* **ASSIGNED TASK**
What is needed is the whole of the data, set down exactly.
Segment Start: THE DATA
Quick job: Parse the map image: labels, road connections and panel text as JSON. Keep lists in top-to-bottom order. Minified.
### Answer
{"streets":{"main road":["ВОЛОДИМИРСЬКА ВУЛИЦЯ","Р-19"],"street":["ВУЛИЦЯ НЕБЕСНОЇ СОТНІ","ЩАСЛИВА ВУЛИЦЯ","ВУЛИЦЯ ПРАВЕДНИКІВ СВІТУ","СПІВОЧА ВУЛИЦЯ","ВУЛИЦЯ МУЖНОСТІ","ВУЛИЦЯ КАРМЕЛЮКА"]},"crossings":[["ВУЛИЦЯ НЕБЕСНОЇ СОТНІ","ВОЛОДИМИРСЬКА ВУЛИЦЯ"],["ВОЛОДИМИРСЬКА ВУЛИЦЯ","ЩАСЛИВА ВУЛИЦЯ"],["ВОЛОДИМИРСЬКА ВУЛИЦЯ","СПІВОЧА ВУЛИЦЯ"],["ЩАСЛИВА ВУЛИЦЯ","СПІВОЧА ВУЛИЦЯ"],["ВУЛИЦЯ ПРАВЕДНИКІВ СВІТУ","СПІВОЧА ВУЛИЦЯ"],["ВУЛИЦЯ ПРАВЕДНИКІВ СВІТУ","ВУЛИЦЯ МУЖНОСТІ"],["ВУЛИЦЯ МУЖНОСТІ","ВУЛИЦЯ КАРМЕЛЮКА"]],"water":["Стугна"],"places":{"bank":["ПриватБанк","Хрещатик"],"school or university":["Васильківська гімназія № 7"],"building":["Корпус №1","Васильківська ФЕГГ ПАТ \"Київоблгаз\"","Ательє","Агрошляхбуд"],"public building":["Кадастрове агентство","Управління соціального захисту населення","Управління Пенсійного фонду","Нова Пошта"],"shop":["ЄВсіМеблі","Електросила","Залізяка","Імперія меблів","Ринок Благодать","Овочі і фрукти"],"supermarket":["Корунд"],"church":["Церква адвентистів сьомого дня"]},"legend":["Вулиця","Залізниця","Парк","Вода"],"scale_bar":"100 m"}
Segment End: THE DATA
* **YOUR RESPONSE**
Quick job: Parse the map image: labels, road connections and panel text as JSON. Keep lists in top-to-bottom order. Minified.
### Answer
{"streets":{"main road":["ВОЛОДИМИРСЬКА ВУЛИЦЯ","Р-19"],"street":["ВУЛИЦЯ НЕБЕСНОЇ СОТНІ","ЩАСЛИВА ВУЛИЦЯ","ВУЛИЦЯ ПРАВЕДНИКІВ СВІТУ","СПІВОЧА ВУЛИЦЯ","ВУЛИЦЯ МУЖНОСТІ","ВУЛИЦЯ КАРМЕЛЮКА"]},"crossings":[["ВУЛИЦЯ НЕБЕСНОЇ СОТНІ","ВОЛОДИМИРСЬКА ВУЛИЦЯ"],["ВОЛОДИМИРСЬКА ВУЛИЦЯ","ЩАСЛИВА ВУЛИЦЯ"],["ВОЛОДИМИРСЬКА ВУЛИЦЯ","СПІВОЧА ВУЛИЦЯ"],["ЩАСЛИВА ВУЛИЦЯ","СПІВОЧА ВУЛИЦЯ"],["ВУЛИЦЯ ПРАВЕДНИКІВ СВІТУ","СПІВОЧА ВУЛИЦЯ"],["ВУЛИЦЯ ПРАВЕДНИКІВ СВІТУ","ВУЛИЦЯ МУЖНОСТІ"],["ВУЛИЦЯ МУЖНОСТІ","ВУЛИЦЯ КАРМЕЛЮКА"]],"water":["Стугна"],"places":{"bank":["ПриватБанк","Хрещатик"],"school or university":["Васильківська гімназія № 7"],"building":["Корпус №1","Васильківська ФЕГГ ПАТ \"Київоблгаз\"","Ательє","Агрошляхбуд"],"public building":["Кадастрове агентство","Управління соціального захисту населення","Управління Пенсійного фонду","Нова Пошта"],"shop":["ЄВсіМеблі","Електросила","Залізяка","Імперія меблів","Ринок Благодать","Овочі і фрукти"],"supermarket":["Корунд"],"church":["Церква адвентистів сьомого дня"]},"legend":["Вулиця","Залізниця","Парк","Вода"],"scale_bar":"100 m"}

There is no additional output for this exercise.